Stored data
● ● ● ●
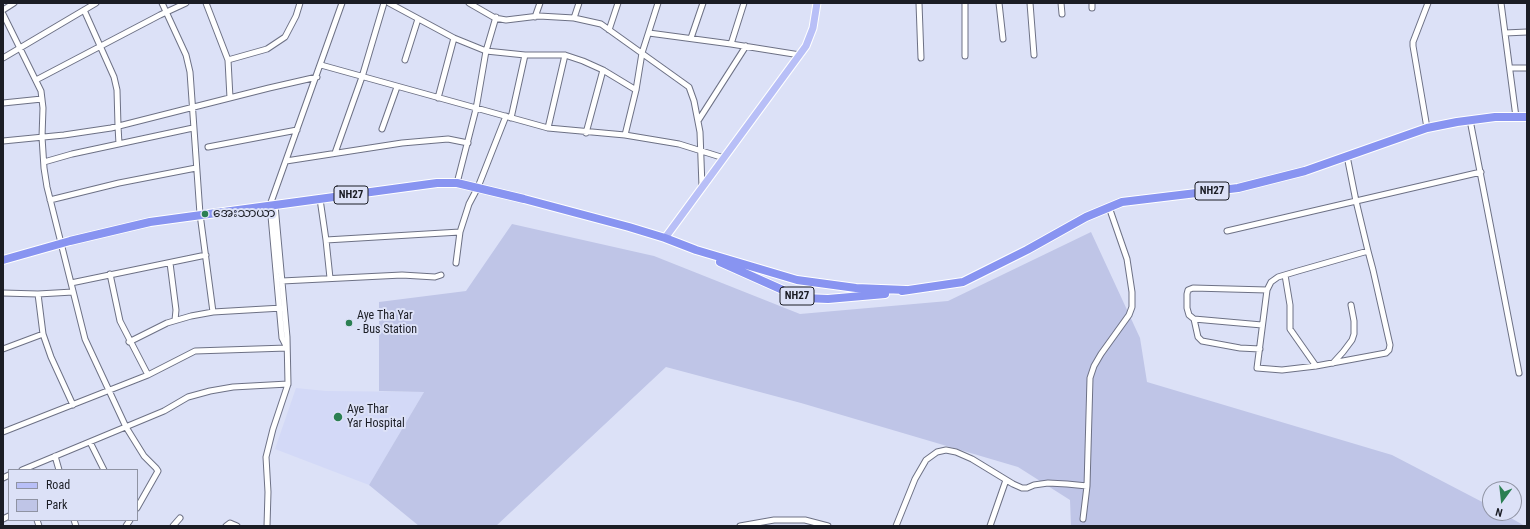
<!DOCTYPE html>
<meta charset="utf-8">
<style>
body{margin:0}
#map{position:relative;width:1530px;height:529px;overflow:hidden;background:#dce1f7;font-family:"Roboto Condensed",sans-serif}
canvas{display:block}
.frame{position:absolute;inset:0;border:4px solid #1b1d25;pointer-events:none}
.legend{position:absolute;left:8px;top:469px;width:130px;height:52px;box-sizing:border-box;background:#dce1f7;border:1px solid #8f93a3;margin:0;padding:5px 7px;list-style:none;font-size:12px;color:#1b1d25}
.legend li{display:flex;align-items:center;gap:8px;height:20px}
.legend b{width:20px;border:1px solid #8f93a3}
.north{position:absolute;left:1482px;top:481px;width:40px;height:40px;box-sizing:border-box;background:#dce1f7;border:1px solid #8f93a3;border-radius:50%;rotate:195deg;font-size:11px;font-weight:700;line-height:16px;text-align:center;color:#1b1d25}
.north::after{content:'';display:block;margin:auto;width:14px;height:18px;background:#2b7f52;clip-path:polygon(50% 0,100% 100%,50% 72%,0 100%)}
</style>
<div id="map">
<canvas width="1530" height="529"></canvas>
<div class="frame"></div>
<ul class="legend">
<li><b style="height:5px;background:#b8bff7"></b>Road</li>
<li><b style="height:11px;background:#bfc5e7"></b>Park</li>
</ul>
<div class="north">N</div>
</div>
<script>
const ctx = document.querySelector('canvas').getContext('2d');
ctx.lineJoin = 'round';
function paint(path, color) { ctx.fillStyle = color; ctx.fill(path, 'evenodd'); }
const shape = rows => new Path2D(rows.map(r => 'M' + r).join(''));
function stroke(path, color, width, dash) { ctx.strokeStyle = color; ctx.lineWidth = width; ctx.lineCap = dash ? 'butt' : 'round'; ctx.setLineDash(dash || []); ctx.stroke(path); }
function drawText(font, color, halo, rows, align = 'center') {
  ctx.font = font + ' "Roboto Condensed","Noto Sans Myanmar",sans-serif'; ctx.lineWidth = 4; ctx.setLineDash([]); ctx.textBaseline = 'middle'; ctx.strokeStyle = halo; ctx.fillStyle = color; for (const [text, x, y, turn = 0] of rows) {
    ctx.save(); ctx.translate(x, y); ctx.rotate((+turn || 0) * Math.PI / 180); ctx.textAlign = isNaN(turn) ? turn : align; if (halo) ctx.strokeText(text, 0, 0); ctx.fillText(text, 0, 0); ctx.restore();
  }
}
paint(shape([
 [296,388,326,391,424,392,369,485,275,449]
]), '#d3d9f7');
paint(shape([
 [512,224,654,256,800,314,948,301,1091,232,1140,338,1147,382,1392,455,1490,506,1490,513,1502,513,1525,526,1071,526,1070,500,1018,467,801,403,666,367,496,526,419,526,369,485,424,392,379,391,379,302,466,291]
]), '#bfc5e7');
const minor = shape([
 [162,3,186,55,190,72,200,214,213,312],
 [206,3,228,60,230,98],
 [389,3,454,38,486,51,525,55,565,55,583,61,603,70,636,90],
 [469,3,495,18,506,20,539,16,574,18,601,24,689,87,694,101,700,132,702,187],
 [919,3,921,58],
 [965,3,965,56],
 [999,3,1003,39],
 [1030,3,1034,55],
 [1061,3,1062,14],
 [1092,3,1092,8],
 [1501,3,1516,117],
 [3,10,14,3],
 [84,10,114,77,117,90,118,126,119,144],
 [3,14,41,91,43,108,42,137,44,168,47,187,85,339,126,427,144,456,156,468,158,471,137,508],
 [535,17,540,3],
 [574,18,579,3],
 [609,30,618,3],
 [649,33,731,44,800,55],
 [1505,33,1527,32],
 [691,38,703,3],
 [731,44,744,3],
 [3,58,96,3],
 [228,60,267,49,285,37,296,16,300,3],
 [405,60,418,19],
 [321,65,548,128,625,135,679,144,724,158],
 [1510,68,1527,68],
 [36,80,160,15,186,3],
 [438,98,454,38],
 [3,103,42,99],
 [511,118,525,55],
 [1470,120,1519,373],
 [698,121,746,46],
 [548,128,565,55],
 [1427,128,1413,46,1413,42,1428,3],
 [382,129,397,87],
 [586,133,603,70],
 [625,135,636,90,642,53,658,3],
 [3,141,64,135,111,128,269,88,317,77],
 [208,147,297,130],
 [335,153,362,77,384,3],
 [1347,156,1356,201,1368,251,1373,270,1390,345,1389,350,1386,353,1316,366,1282,370,1257,368,1267,290,1271,282,1278,277,1298,271,1368,251],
 [286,161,402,143,448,139,468,143],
 [44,162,72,154,193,128],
 [457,183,476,109,486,51,496,17],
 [320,199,326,240,330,278],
 [50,200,119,183,196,168],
 [1227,231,1481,172],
 [326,240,460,232],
 [170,263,176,310,175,320],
 [456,263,460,232,469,204,478,187,506,116],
 [110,274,120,321,148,375],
 [1285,275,1290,305,1290,329,1316,366],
 [282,281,402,275,435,277,441,275],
 [71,283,206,255],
 [3,293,38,294,73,292],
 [38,294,43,334,51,357,73,405],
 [1194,319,1262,325],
 [129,342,167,323,191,316,213,312,282,308],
 [287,348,282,338,270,205,342,3],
 [3,349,43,334],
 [1260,349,1240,348,1202,341,1198,337,1194,319,1189,315,1187,308,1187,294,1188,290,1193,288,1267,290],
 [1333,363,1343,352,1352,340,1354,334,1354,321,1351,305],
 [3,432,148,375,195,351,287,348],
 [90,442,104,470],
 [55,456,59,470],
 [22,470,164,411,188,397,210,391,233,387,288,384],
 [3,478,9,475],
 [3,519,9,516],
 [1083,519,1087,486,1090,378,1094,366,1101,354,1129,315,1132,307,1132,292,1127,259,1109,207],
 [37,520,39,526],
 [74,520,76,526],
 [126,526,130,520],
 [173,526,180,518],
 [226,526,230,523,237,526],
 [267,526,268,492,266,457,273,429,288,384,287,337,275,205],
 [740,526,774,520,805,520,828,526],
 [896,526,915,479,926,460,937,452,946,450,956,452,972,459,1013,484,1022,488,1027,488,1034,485,1048,483,1067,484,1087,486],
 [990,526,1006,480]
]);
const major = shape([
 [665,238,806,46,813,28,817,3]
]);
const highway = shape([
 [3,260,70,241,150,222,437,183,457,183,524,199,629,227,665,238,696,250,797,280,856,288,906,290],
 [720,262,794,295,804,298,828,299,885,294],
 [902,291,963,282,1027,250,1086,217,1122,202,1238,188,1305,171,1427,128,1457,122,1495,117,1527,117]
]);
stroke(minor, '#6d7185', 7);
stroke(major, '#fff', 9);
stroke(highway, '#fff', 10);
stroke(minor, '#fff', 5);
stroke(major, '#b8bff7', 7);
stroke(highway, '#8894f1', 8);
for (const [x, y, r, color] of [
 [205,214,4,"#2b7f52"],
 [349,323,4,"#2b7f52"],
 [338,417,5,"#2b7f52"]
]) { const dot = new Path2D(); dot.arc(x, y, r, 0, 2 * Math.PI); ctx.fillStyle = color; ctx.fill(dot); stroke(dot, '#dce1f7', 1.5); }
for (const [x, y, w] of [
 [1212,191,34],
 [351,195,34],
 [797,296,34]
]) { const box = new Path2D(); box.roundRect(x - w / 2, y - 9, w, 18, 3); ctx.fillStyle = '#dce1f7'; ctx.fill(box); stroke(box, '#1b1d25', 1); }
drawText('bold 11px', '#1b1d25', null, [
 ["NH27",1212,191],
 ["NH27",351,195],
 ["NH27",797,296]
]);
drawText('12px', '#1b1d25', '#dce1f7', [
 ["အေးသာယာ",213,214],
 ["Aye Tha Yar",357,316],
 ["- Bus Station",357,330],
 ["Aye Thar",347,410],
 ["Yar Hospital",347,424]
], 'left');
</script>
● ● ● ●
- **Exercise aim**: All lines in the records above with "lineWidth" need to be found and copied.

- **Response for this exercise**:
function stroke(path, color, width, dash) { ctx.strokeStyle = color; ctx.lineWidth = width; ctx.lineCap = dash ? 'butt' : 'round'; ctx.setLineDash(dash || []); ctx.stroke(path); }
  ctx.font = font + ' "Roboto Condensed","Noto Sans Myanmar",sans-serif'; ctx.lineWidth = 4; ctx.setLineDash([]); ctx.textBaseline = 'middle'; ctx.strokeStyle = halo; ctx.fillStyle = color; for (const [text, x, y, turn = 0] of rows) {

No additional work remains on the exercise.